----- DATA FOR THE TASK -----
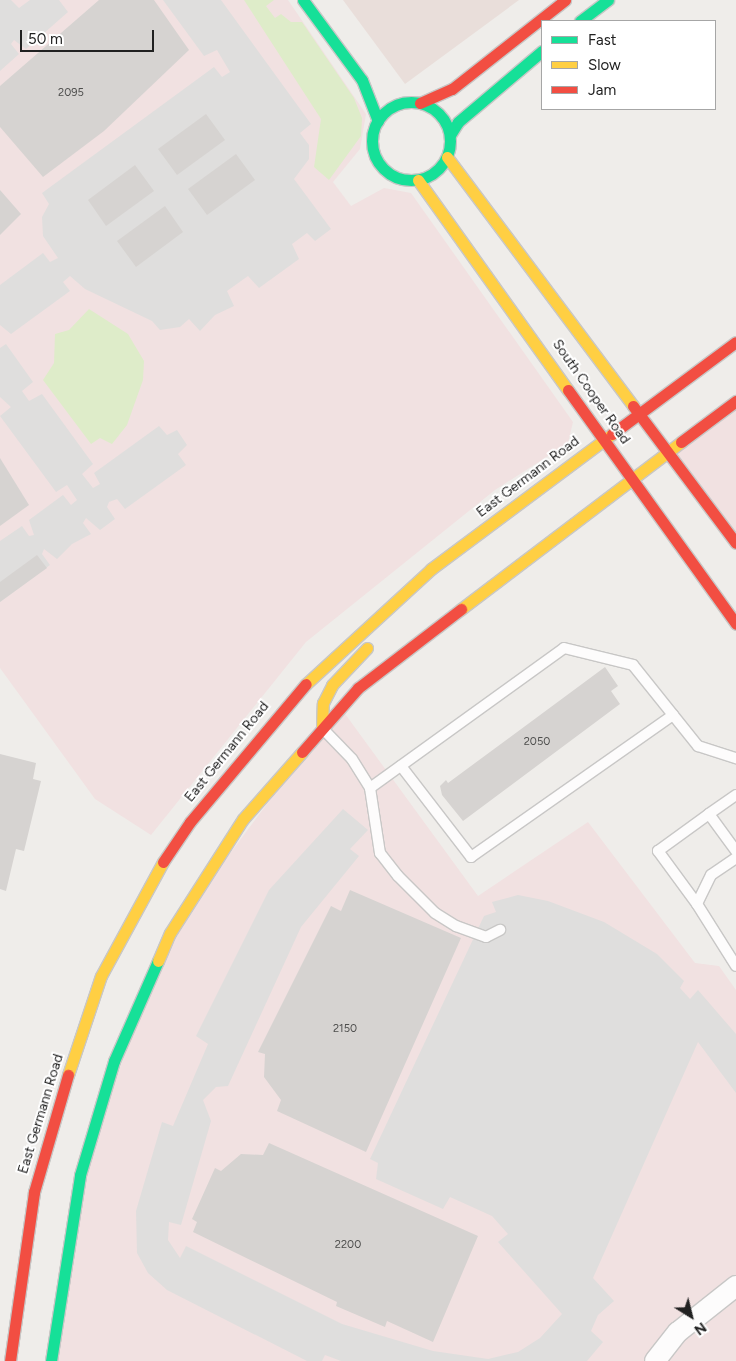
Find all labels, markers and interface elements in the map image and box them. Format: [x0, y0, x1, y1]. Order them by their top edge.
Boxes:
scale bar [22, 20, 156, 52]
legend [541, 20, 716, 110]
text: 50 m [28, 30, 63, 48]
text: Fast [588, 31, 616, 49]
text: Slow [588, 56, 621, 74]
text: Jam [588, 81, 616, 99]
house number: 2095 [58, 86, 84, 100]
street label: South Cooper Road [549, 336, 633, 448]
street label: East Germann Road [473, 433, 583, 521]
street label: East Germann Road [181, 698, 273, 806]
house number: 2050 [524, 735, 550, 749]
house number: 2150 [333, 1022, 357, 1036]
street label: East Germann Road [15, 1052, 67, 1176]
house number: 2200 [335, 1238, 361, 1252]
north arrow [666, 1291, 716, 1341]
text: N [691, 1318, 709, 1339]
-----
• _TASK PROMPT_
Pass over the images and copy the rest of the material above exactly.

• _SOLUTION FOR THIS PROBLEM_
Find all labels, markers and interface elements in the map image and box them. Format: [x0, y0, x1, y1]. Order them by their top edge.
Boxes:
scale bar [22, 20, 156, 52]
legend [541, 20, 716, 110]
text: 50 m [28, 30, 63, 48]
text: Fast [588, 31, 616, 49]
text: Slow [588, 56, 621, 74]
text: Jam [588, 81, 616, 99]
house number: 2095 [58, 86, 84, 100]
street label: South Cooper Road [549, 336, 633, 448]
street label: East Germann Road [473, 433, 583, 521]
street label: East Germann Road [181, 698, 273, 806]
house number: 2050 [524, 735, 550, 749]
house number: 2150 [333, 1022, 357, 1036]
street label: East Germann Road [15, 1052, 67, 1176]
house number: 2200 [335, 1238, 361, 1252]
north arrow [666, 1291, 716, 1341]
text: N [691, 1318, 709, 1339]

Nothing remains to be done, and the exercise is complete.